Kalah Allen
Last Wednesday evening, about 120 African American community members gathered in the King Neighborhood Facility to vent their simmering frustrations about police brutality. Just three weeks earlier, police had responded to a 3 a.m. call, where a 27-year-old African American man, Byron Hammick, was allegedly abusing his three-year-old son. When they arrived at the Southeast Portland hotel, the man was reportedly banging his son against a wall; according to official reports, police said they had no choice but to shoot Hammick.

While Hammick may not be a poster boy of innocence, his death has dredged to the surface prickly concerns about how police deal with African Americans in Portland. Last week's meeting was energized by excited worries and free floating fears. "We must give unified support," said one attendee.

But, for the most part, these anxieties were not focused on any definite goals.
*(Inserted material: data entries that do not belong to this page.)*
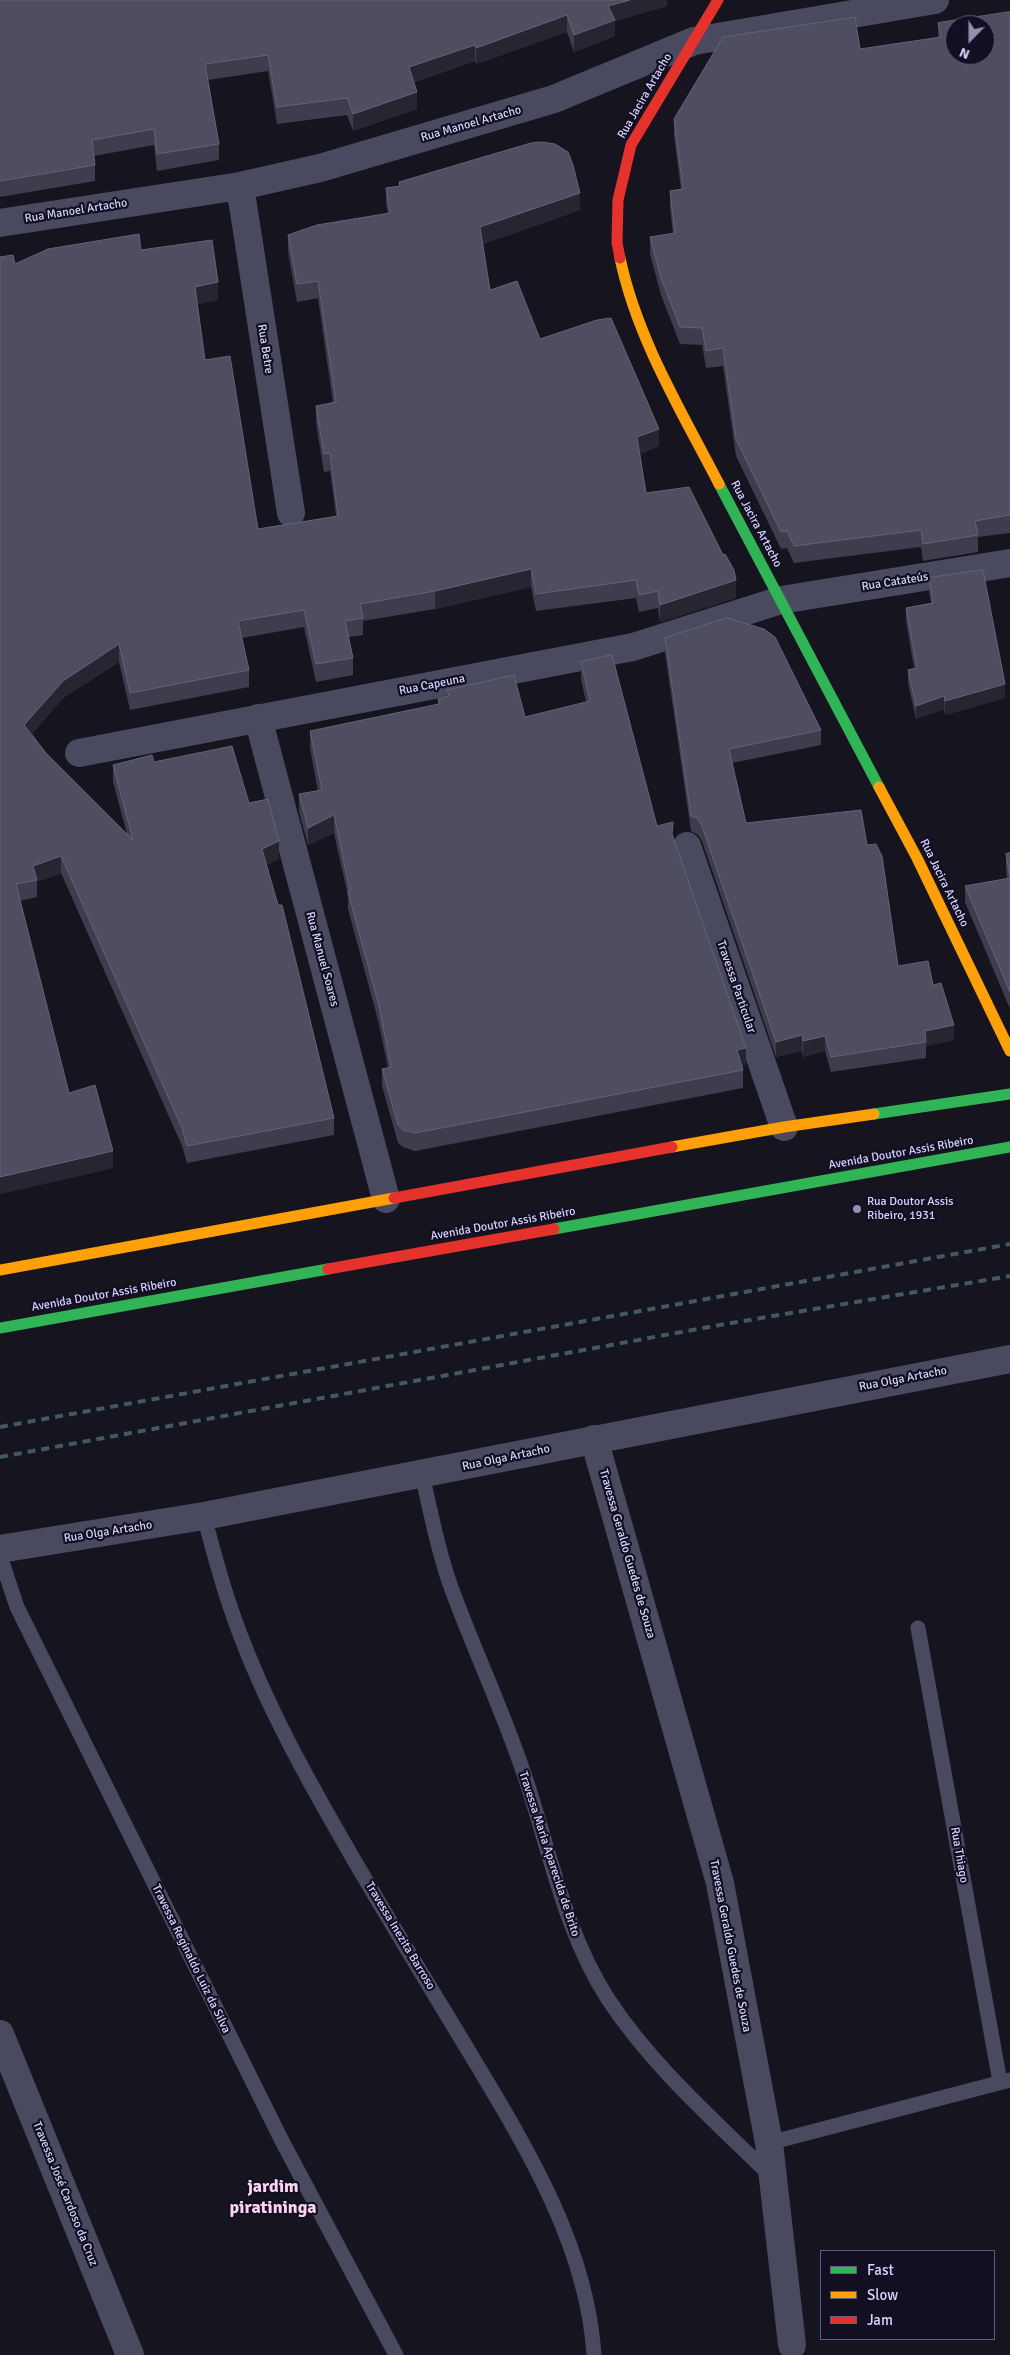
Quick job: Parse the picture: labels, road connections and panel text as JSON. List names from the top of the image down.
{
  "streets": {
    "main road": ["Rua Jacira Artacho", "Avenida Doutor Assis Ribeiro"],
    "street": [
      "Rua Manoel Artacho",
      "Rua Betre",
      "Rua Catateús",
      "Rua Capeuna",
      "Rua Manuel Soares",
      "Travessa Particular",
      "Rua Olga Artacho",
      "Travessa Geraldo Guedes de Souza",
      "Travessa José Cardoso da Cruz"
    ],
    "lane": [
      "Travessa Maria Aparecida de Brito",
      "Rua Thiago",
      "Travessa Inezita Barroso",
      "Travessa Reginaldo Luiz da Silva"
    ]
  },
  "crossings": [
    ["Rua Jacira Artacho", "Rua Manoel Artacho"],
    ["Rua Jacira Artacho", "Rua Catateús"],
    ["Rua Jacira Artacho", "Rua Capeuna"],
    ["Rua Manoel Artacho", "Rua Betre"],
    ["Rua Catateús", "Rua Capeuna"],
    ["Rua Capeuna", "Rua Manuel Soares"],
    ["Rua Olga Artacho", "Travessa Geraldo Guedes de Souza"],
    ["Rua Olga Artacho", "Travessa Maria Aparecida de Brito"],
    ["Rua Olga Artacho", "Travessa Inezita Barroso"],
    ["Travessa Geraldo Guedes de Souza", "Travessa Maria Aparecida de Brito"]
  ],
  "districts": ["jardim piratininga"],
  "places": ["Rua Doutor Assis Ribeiro, 1931"],
  "legend": ["Fast", "Slow", "Jam"],
  "north": "bottom"
}
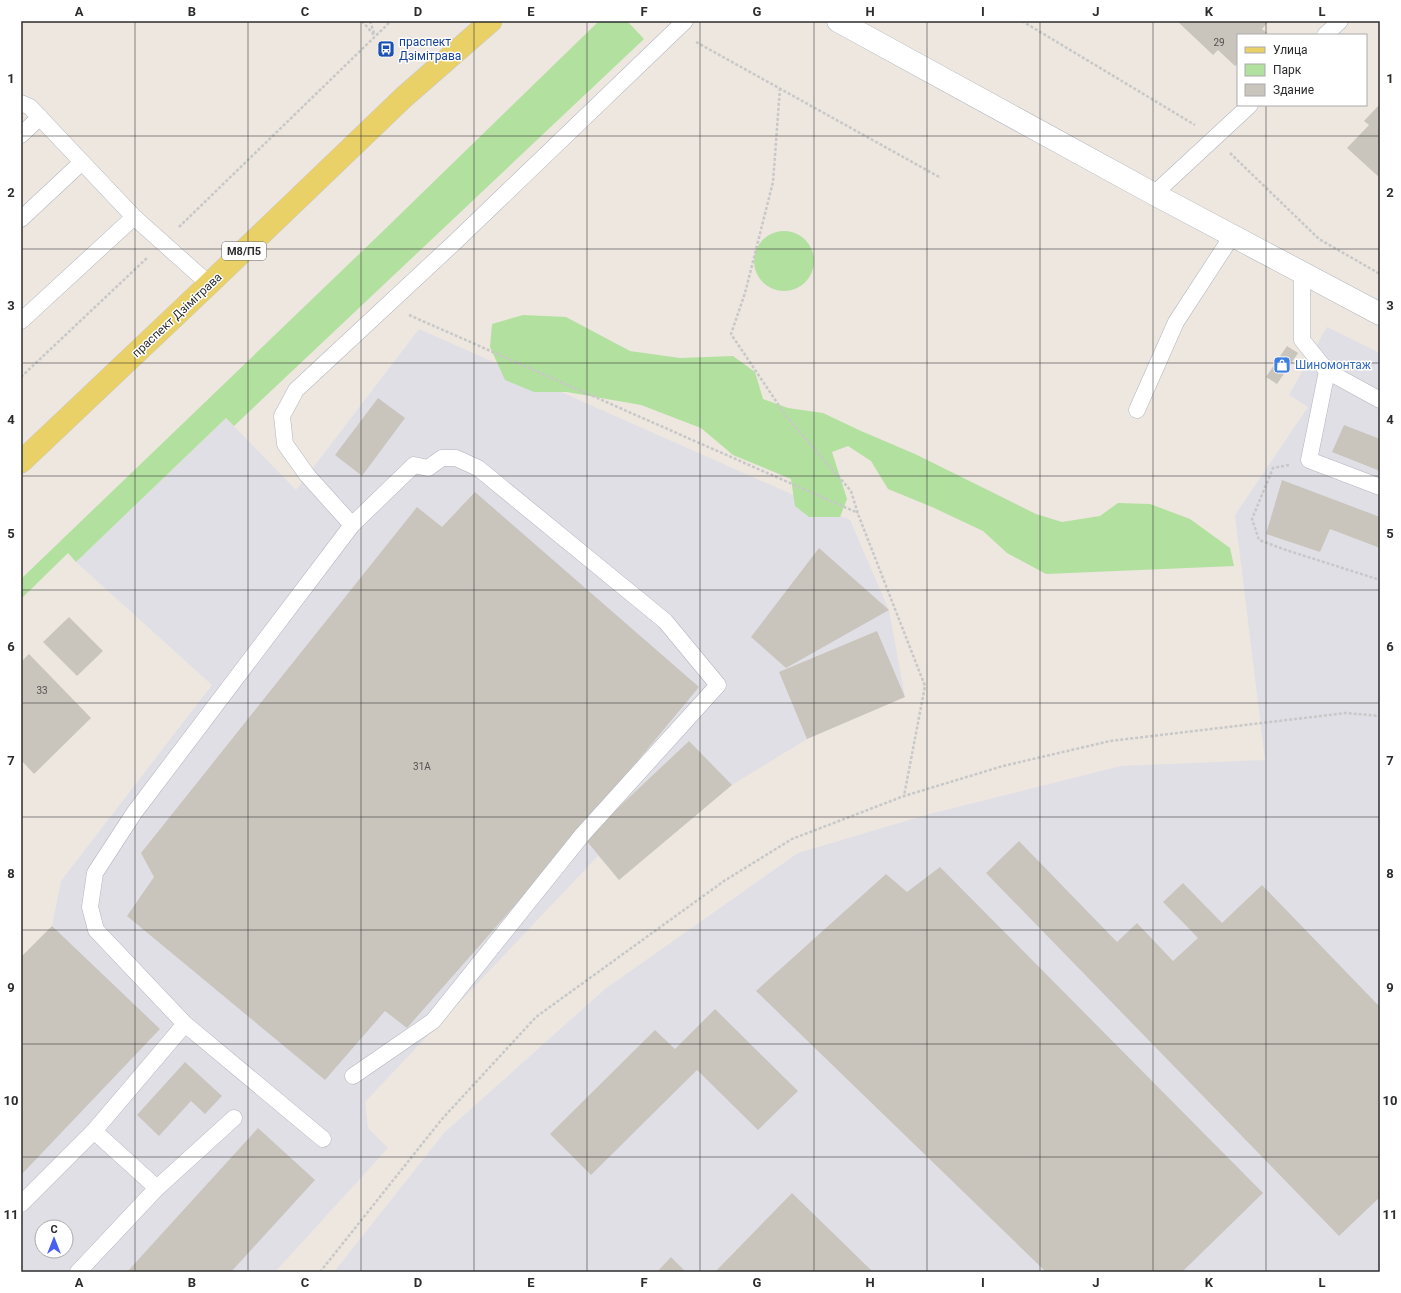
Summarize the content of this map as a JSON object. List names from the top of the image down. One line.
{"streets":{"main road":["М8/П5","праспект Дзімітрава"]},"places":{"bus stop":["праспект Дзімітрава"],"shop":["Шиномонтаж"]},"house_numbers":["29","33","31А"],"legend":["Улица","Парк","Здание"],"north":"top","grid":{"columns":["A","B","C","D","E","F","G","H","I","J","K","L"],"rows":["1","2","3","4","5","6","7","8","9","10","11"]}}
In addition to sizing up the concern about police brutality in the city's African American community, the meeting made evident both the need and opportunity for secular leadership to step forward. Although the meeting was organized by a coalition of ministries, no clear leadership stepped up to take the reins. At the meeting's conclusion, it was announced that a march would be held to protest the police shooting; an exact start time for the march was not yet known, and the location was iffy.

Over the past two years, the local branch of the NAACP--one of the oldest civil rights chapters west of the Mississippi--has steadily disintegrated. Scores of members have voiced concerns that ranking officers were failing to address community problems; they also have complained that the elected leadership was using the NAACP's venerable name to advance personal business deals. Routine monthly meetings--the very rhythm of the organization--had all but ceased a year ago.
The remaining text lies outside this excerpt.